Chapter 12 Arrays and Vectors

In this chapter, we will look at C++’s equivalents to Python’s lists. If you’ll recall, Python lists allowed us to store a collection of value (of any type). In C++, we have two options: array, which is of fixed size, and vector, which is of variable size. In both cases, however, the type of data stored by these structures must be of the same type (homogeneous). Thus we cannot store strings and integers in the same vector, for instance. We will first look at arrays in C++, before moving on to vectors, noting the differences between the two.

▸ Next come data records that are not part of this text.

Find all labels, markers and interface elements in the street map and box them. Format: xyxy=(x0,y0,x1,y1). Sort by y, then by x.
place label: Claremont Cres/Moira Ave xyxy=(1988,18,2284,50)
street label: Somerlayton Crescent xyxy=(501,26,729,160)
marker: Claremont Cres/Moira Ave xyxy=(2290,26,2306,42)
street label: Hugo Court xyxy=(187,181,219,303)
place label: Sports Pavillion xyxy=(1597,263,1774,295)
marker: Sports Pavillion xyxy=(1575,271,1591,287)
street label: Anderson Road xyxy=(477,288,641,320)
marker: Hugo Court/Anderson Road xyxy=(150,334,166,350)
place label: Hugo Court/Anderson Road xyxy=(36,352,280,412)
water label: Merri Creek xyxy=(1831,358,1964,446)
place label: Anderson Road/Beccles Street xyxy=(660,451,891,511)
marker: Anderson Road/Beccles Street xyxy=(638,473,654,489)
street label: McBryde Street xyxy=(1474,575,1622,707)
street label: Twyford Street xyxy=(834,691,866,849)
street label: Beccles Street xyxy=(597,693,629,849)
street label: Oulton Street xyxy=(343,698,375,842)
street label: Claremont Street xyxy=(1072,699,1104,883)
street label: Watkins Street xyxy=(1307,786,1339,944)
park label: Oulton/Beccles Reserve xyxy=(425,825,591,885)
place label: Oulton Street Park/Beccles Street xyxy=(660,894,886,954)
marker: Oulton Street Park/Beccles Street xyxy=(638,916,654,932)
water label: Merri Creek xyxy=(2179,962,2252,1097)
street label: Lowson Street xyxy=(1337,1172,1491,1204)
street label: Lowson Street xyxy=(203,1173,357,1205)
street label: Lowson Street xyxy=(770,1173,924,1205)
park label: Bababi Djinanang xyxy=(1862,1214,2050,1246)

If you are writing code, remember to use the -std=c++11 flag. In particular, the arrays we will cover here were introduced in the 2011 standard, and so this flag must be enabled in order to use them. If you are using a modern C++ compiler, you shouldn’t have to worry about this. However, for older versions (and in particular Dev-C++), please make sure to use the flag.

12.1 C++11 Arrays

An array is a series of elements of the same type placed in contiguous memory locations (next to one another) that all have the same type. The major characteristic of an array is that it has a fixed size—while Python lists can grow and shrink as we add and remove elements, C++ arrays remain of fixed length. As a result, we must know the size of the array before the program runs. If we do not know upfront how large an array should be, then it is likely not a good situation to use an array!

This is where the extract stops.